=== Begin Enclosure ===

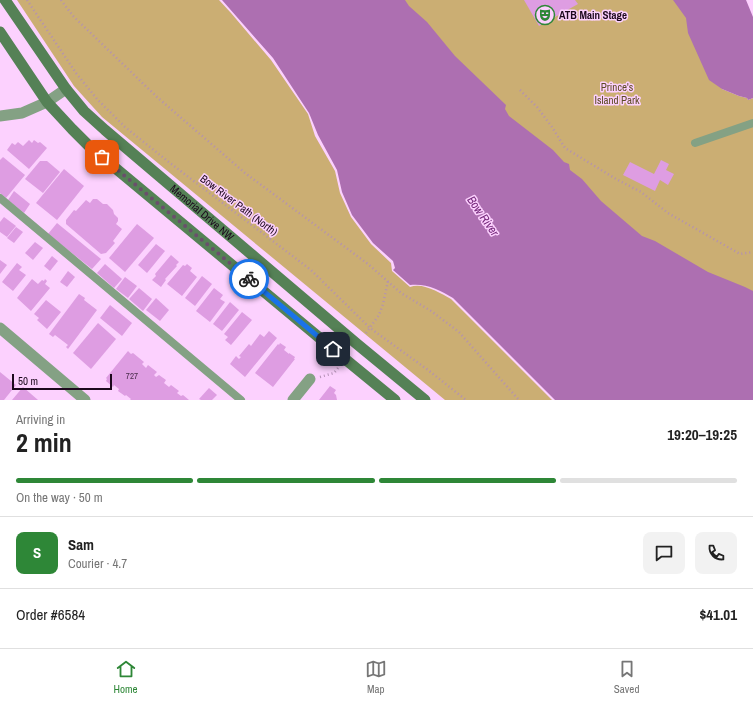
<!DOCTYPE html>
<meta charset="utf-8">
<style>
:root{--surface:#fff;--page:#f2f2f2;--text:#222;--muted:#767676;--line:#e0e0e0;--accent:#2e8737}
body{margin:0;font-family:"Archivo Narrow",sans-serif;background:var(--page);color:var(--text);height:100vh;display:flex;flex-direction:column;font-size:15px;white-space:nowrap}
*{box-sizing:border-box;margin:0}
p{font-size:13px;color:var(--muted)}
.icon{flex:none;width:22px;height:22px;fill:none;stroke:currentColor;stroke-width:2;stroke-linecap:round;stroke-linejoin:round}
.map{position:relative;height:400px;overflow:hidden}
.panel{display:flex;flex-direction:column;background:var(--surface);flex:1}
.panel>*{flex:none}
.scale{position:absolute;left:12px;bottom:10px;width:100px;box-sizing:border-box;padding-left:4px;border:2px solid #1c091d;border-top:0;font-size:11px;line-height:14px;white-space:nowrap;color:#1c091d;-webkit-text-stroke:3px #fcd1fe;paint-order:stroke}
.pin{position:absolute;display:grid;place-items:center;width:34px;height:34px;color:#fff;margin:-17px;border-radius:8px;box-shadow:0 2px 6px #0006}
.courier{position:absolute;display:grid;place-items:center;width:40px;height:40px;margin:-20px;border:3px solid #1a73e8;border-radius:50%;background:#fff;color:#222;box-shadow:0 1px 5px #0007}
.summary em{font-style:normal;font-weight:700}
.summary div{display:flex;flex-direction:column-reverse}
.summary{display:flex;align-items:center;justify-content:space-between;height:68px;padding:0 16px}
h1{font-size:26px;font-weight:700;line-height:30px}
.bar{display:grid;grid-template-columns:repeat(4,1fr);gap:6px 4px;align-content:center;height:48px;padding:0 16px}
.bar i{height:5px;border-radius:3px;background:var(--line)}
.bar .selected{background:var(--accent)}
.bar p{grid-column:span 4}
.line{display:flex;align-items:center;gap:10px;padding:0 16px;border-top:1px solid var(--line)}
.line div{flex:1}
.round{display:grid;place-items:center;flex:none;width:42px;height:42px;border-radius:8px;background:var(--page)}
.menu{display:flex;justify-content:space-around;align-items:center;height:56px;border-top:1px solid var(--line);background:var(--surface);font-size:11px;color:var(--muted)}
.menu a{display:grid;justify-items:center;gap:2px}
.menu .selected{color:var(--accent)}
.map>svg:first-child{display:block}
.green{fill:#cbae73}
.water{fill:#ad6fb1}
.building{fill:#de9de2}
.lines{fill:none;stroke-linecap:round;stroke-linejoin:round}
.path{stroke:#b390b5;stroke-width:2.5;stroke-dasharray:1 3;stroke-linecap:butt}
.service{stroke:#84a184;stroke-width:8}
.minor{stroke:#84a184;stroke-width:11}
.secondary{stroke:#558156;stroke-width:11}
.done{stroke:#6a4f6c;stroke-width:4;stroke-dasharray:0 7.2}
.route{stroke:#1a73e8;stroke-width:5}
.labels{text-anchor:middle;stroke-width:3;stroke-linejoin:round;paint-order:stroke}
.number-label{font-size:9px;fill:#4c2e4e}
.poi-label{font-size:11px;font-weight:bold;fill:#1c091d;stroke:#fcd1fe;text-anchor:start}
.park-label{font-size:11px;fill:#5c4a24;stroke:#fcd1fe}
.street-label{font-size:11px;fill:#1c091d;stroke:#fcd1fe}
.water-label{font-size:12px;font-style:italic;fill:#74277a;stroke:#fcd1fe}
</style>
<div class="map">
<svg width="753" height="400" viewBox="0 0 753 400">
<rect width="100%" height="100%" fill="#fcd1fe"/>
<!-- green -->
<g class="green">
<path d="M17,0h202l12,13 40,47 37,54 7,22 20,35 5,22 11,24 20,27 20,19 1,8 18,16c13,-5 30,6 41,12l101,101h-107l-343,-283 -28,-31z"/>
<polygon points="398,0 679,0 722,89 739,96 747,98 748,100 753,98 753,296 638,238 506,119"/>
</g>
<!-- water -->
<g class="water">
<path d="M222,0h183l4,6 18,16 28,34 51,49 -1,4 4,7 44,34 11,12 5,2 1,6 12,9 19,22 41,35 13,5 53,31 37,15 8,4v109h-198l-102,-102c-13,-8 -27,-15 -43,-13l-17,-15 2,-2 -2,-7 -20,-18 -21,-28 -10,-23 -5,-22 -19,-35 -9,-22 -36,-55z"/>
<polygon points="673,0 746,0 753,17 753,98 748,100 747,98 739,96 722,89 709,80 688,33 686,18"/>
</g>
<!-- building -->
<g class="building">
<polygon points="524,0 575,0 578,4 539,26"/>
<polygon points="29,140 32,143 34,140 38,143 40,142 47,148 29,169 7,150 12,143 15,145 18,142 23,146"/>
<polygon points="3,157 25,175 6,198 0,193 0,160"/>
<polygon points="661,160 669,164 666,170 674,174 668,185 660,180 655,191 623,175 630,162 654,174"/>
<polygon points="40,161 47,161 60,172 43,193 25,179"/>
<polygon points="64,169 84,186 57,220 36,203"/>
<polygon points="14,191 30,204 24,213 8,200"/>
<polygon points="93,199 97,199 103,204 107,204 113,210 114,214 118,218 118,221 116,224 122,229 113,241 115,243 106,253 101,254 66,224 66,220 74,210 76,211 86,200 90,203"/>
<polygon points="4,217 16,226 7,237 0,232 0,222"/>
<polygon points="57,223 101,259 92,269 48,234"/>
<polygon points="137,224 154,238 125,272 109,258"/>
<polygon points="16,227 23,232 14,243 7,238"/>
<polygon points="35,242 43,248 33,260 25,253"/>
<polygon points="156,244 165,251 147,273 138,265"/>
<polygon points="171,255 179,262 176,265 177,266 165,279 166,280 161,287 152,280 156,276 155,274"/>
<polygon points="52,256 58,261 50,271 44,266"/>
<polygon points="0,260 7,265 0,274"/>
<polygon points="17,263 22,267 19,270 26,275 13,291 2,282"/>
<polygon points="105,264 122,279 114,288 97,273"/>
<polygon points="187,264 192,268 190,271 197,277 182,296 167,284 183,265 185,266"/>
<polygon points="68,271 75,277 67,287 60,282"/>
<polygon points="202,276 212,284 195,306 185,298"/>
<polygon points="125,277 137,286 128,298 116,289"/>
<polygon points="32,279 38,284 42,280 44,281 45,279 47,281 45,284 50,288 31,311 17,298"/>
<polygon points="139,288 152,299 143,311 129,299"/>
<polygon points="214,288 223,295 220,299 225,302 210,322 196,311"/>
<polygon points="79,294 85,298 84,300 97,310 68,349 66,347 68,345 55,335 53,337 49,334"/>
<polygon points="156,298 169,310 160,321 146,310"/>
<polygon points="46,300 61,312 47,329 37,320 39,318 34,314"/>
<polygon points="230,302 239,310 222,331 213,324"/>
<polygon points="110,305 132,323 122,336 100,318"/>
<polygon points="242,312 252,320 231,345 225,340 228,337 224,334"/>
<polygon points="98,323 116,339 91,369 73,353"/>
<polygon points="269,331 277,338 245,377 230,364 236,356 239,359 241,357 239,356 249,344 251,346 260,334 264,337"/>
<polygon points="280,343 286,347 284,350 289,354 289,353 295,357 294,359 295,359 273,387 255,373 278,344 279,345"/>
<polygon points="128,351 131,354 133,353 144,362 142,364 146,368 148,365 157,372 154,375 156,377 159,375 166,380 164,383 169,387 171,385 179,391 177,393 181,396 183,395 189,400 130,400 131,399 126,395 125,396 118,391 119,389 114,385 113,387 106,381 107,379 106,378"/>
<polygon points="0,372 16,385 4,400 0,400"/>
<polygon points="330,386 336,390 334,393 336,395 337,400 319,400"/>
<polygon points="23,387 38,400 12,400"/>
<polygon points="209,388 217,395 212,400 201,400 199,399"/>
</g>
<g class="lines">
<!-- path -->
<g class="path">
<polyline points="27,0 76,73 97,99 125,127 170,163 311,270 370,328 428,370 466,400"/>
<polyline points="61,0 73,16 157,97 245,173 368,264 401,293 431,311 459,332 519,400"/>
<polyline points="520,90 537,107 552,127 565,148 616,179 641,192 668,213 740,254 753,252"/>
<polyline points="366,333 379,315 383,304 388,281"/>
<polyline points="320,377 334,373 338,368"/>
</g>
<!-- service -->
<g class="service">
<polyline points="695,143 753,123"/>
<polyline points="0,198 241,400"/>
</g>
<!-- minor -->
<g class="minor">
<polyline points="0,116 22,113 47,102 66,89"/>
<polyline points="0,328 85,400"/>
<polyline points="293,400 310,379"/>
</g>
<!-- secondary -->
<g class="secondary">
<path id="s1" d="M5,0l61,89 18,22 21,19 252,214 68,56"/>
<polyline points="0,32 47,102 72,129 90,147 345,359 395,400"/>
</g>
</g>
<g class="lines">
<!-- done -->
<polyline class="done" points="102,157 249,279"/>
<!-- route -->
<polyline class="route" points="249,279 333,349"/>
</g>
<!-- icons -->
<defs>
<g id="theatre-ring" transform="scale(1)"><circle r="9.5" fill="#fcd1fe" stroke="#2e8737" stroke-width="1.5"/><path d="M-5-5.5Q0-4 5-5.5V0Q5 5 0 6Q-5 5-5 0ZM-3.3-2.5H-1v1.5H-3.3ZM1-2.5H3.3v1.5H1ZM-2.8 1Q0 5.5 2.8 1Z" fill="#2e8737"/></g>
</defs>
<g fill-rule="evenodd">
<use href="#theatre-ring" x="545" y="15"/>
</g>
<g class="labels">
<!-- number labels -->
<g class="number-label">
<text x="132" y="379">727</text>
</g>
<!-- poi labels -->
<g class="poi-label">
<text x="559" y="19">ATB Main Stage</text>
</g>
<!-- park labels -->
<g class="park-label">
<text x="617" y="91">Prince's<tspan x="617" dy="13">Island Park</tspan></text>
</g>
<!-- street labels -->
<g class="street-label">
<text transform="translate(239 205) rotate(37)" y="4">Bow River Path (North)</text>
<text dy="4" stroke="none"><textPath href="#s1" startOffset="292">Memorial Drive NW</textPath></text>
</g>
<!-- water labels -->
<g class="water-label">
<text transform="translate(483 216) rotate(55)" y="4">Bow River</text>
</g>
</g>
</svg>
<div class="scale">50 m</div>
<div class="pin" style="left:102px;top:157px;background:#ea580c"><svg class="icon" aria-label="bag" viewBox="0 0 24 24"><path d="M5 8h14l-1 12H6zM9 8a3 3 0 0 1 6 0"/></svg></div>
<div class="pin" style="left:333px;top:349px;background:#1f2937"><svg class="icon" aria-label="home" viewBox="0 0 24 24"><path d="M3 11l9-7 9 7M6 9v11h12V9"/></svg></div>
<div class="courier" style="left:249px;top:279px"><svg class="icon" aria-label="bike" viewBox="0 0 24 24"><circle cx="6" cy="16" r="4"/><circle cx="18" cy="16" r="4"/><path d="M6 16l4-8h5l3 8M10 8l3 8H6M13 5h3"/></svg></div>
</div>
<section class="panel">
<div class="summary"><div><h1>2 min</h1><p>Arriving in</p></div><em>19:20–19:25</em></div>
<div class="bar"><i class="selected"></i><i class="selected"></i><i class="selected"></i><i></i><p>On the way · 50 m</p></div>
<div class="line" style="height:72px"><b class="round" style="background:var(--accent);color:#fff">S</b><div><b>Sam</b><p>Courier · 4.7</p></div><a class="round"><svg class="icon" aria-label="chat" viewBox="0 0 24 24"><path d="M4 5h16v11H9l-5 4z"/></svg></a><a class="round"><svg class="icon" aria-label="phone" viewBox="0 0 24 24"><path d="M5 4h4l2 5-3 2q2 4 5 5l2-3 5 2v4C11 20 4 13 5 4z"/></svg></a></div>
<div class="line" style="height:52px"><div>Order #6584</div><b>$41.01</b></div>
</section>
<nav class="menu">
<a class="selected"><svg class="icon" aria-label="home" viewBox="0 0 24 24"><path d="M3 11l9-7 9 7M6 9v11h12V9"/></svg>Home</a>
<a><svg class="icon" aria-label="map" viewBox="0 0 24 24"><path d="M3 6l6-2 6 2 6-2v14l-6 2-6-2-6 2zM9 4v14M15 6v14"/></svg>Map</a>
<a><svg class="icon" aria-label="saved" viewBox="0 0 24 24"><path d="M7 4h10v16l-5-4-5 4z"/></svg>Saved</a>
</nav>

=== End Enclosure ===
=== Begin Enclosure ===

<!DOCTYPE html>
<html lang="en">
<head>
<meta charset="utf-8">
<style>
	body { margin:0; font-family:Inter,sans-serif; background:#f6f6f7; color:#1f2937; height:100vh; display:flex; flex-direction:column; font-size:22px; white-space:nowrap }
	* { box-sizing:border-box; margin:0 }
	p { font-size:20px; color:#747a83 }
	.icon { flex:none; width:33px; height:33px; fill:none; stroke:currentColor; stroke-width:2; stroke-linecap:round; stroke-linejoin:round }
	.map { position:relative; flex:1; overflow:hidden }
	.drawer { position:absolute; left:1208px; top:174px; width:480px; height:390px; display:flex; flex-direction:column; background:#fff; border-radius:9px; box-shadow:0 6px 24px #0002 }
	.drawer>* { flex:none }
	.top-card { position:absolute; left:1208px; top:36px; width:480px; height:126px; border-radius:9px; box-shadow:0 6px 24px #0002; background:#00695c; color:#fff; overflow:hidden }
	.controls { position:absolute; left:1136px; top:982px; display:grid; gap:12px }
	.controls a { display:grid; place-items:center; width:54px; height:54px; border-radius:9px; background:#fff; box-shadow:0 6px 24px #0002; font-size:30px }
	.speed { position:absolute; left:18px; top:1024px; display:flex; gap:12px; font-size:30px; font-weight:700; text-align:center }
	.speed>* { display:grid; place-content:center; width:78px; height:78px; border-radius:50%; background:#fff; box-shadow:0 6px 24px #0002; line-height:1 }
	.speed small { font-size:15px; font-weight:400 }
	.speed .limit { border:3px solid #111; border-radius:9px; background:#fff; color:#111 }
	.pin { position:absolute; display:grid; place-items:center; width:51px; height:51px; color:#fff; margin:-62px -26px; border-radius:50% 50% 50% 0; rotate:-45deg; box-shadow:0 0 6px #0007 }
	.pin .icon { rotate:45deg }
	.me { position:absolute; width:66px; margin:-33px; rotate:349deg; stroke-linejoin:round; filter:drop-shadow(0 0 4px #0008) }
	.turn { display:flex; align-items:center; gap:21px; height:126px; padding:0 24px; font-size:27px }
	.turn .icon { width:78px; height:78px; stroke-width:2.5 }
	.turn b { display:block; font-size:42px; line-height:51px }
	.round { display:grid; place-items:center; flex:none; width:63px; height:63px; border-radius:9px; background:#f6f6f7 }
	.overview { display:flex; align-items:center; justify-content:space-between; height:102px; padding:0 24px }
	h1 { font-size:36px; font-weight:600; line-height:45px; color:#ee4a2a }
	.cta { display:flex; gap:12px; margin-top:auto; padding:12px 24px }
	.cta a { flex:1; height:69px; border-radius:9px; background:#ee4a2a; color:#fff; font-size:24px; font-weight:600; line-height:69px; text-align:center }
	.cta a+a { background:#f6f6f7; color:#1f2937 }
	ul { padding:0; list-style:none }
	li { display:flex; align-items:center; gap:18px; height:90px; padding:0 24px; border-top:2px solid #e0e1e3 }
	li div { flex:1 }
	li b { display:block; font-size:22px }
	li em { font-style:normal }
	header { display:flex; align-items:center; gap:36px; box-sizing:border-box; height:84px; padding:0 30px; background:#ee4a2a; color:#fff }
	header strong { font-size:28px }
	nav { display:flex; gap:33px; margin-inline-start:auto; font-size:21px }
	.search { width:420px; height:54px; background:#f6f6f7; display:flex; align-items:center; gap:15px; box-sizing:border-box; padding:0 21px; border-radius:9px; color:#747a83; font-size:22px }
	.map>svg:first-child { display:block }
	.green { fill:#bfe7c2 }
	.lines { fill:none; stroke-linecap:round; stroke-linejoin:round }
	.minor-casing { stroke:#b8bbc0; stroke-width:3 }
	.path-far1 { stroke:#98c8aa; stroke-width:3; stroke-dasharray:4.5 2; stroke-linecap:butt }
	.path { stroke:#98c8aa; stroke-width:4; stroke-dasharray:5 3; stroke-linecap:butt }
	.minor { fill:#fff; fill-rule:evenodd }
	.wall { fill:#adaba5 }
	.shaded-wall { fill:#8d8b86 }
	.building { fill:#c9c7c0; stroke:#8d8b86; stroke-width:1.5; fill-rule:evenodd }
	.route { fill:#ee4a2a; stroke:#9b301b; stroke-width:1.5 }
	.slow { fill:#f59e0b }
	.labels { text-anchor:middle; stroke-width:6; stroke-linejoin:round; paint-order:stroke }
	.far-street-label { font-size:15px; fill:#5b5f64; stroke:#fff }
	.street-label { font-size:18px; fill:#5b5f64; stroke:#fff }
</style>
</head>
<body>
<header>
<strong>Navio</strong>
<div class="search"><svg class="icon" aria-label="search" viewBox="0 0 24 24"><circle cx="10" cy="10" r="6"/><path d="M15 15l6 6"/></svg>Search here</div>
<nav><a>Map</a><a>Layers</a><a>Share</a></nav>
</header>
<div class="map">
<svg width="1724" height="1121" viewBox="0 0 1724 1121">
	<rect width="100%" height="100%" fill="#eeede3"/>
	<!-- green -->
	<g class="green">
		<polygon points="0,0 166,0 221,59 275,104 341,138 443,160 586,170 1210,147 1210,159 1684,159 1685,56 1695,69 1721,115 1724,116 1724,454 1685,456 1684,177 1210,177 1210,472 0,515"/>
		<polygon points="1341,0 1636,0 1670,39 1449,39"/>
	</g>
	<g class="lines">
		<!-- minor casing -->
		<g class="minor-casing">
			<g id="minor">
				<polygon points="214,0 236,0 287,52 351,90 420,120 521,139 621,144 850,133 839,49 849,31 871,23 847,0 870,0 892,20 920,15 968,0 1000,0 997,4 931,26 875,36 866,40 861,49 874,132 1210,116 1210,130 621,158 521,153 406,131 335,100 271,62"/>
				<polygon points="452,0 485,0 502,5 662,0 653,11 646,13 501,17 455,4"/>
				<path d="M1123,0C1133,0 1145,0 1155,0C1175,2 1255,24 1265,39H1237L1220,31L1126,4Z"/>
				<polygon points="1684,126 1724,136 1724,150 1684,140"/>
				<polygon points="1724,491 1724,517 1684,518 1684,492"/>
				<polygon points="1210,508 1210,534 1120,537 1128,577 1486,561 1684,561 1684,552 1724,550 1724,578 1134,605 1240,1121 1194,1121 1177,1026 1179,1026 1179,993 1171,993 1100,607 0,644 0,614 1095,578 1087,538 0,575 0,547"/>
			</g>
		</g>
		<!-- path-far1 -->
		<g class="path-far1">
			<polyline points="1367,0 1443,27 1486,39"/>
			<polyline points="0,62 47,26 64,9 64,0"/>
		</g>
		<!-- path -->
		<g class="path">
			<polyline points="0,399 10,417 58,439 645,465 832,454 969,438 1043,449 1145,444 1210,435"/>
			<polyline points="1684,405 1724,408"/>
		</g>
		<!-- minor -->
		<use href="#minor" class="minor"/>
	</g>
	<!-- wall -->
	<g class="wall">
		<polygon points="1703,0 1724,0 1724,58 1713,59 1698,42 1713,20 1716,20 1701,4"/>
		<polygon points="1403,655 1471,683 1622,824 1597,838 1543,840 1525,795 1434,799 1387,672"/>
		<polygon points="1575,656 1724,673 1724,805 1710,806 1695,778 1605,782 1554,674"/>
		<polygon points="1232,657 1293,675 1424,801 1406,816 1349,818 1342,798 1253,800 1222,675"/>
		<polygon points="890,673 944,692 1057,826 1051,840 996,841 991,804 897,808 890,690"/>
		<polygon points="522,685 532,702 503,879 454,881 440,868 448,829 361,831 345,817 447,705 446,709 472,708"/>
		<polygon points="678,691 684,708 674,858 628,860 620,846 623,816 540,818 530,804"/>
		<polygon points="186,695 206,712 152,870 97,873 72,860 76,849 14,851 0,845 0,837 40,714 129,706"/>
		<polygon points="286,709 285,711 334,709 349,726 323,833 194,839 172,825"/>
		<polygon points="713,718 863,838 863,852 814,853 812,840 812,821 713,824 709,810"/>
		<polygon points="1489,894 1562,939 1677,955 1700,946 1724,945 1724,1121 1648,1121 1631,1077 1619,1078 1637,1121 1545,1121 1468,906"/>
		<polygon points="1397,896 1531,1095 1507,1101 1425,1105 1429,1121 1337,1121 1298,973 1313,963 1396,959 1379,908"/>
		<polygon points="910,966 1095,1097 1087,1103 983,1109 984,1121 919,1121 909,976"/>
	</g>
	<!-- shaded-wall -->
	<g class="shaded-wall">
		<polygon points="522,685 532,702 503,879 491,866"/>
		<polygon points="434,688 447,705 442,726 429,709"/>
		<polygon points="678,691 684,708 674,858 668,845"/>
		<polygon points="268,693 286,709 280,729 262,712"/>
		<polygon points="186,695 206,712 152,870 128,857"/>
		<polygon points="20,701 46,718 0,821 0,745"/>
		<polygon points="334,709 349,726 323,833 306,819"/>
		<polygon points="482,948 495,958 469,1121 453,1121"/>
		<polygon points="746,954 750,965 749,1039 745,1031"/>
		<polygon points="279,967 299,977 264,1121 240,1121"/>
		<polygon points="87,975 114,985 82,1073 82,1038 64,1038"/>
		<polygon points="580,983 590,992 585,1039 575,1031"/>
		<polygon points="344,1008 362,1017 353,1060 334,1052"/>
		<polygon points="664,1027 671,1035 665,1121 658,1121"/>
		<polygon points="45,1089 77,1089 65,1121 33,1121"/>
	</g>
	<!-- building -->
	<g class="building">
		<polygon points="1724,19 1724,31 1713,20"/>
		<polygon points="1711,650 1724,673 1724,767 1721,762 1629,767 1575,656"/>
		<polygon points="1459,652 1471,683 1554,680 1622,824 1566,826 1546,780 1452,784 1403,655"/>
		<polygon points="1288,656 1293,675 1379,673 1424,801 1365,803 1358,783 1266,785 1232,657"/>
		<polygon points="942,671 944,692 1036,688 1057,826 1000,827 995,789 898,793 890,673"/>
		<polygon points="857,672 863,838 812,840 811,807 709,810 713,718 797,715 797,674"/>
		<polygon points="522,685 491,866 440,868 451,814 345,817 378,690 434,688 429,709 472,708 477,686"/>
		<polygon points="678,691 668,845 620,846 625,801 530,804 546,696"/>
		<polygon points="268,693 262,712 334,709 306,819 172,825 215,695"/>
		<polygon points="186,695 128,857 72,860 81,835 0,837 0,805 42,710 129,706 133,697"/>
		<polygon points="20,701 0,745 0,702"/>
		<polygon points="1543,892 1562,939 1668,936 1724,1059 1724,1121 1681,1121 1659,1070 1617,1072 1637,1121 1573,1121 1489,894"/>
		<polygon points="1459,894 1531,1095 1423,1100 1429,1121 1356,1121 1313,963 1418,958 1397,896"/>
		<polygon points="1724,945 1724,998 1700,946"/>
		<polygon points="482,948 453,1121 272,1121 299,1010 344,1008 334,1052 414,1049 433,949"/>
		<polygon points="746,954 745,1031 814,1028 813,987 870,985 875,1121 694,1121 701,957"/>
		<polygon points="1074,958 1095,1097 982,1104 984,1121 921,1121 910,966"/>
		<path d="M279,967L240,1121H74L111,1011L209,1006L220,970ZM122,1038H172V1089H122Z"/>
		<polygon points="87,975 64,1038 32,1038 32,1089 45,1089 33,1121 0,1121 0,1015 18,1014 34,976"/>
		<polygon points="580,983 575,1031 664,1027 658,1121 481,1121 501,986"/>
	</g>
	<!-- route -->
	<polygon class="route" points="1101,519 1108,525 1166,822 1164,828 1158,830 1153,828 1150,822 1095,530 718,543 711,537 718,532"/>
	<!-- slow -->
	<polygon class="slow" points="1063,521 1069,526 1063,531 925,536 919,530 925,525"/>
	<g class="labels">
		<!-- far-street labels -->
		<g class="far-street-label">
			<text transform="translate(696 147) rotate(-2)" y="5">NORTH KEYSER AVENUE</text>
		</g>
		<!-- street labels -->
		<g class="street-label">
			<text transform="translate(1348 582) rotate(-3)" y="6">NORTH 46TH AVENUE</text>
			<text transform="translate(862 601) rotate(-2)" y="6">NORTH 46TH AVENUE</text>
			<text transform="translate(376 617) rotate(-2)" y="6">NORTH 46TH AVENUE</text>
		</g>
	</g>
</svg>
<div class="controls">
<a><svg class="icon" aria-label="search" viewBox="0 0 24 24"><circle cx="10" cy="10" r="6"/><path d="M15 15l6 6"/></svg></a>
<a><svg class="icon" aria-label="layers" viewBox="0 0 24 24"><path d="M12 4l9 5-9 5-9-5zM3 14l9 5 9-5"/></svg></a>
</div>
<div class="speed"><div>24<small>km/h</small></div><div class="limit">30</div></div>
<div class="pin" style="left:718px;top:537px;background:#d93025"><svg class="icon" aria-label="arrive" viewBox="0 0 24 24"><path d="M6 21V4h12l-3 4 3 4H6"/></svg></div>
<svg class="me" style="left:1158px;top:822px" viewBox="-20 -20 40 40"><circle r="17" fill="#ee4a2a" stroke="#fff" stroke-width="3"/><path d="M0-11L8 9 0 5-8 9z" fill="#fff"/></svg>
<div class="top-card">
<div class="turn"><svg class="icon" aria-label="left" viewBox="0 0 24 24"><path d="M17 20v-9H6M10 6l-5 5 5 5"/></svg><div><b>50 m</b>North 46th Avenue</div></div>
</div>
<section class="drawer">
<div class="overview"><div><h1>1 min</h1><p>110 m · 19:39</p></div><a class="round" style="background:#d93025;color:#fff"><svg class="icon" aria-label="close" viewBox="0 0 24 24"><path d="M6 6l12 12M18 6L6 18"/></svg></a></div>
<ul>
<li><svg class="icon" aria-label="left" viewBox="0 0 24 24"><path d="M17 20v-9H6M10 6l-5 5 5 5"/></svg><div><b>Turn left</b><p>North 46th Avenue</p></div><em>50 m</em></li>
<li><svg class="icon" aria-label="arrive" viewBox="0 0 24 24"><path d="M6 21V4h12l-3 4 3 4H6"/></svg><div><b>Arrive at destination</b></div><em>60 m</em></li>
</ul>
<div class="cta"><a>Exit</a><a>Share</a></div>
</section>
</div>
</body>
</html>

=== End Enclosure ===

**Exercise**. What are the lines, exactly as written above, from the line with "16l4-8h5l3 8M10 8l3" to the line with "way · 50 m</p></div>", both included? Output only those.

**Expected answer**.
<div class="courier" style="left:249px;top:279px"><svg class="icon" aria-label="bike" viewBox="0 0 24 24"><circle cx="6" cy="16" r="4"/><circle cx="18" cy="16" r="4"/><path d="M6 16l4-8h5l3 8M10 8l3 8H6M13 5h3"/></svg></div>
</div>
<section class="panel">
<div class="summary"><div><h1>2 min</h1><p>Arriving in</p></div><em>19:20–19:25</em></div>
<div class="bar"><i class="selected"></i><i class="selected"></i><i class="selected"></i><i></i><p>On the way · 50 m</p></div>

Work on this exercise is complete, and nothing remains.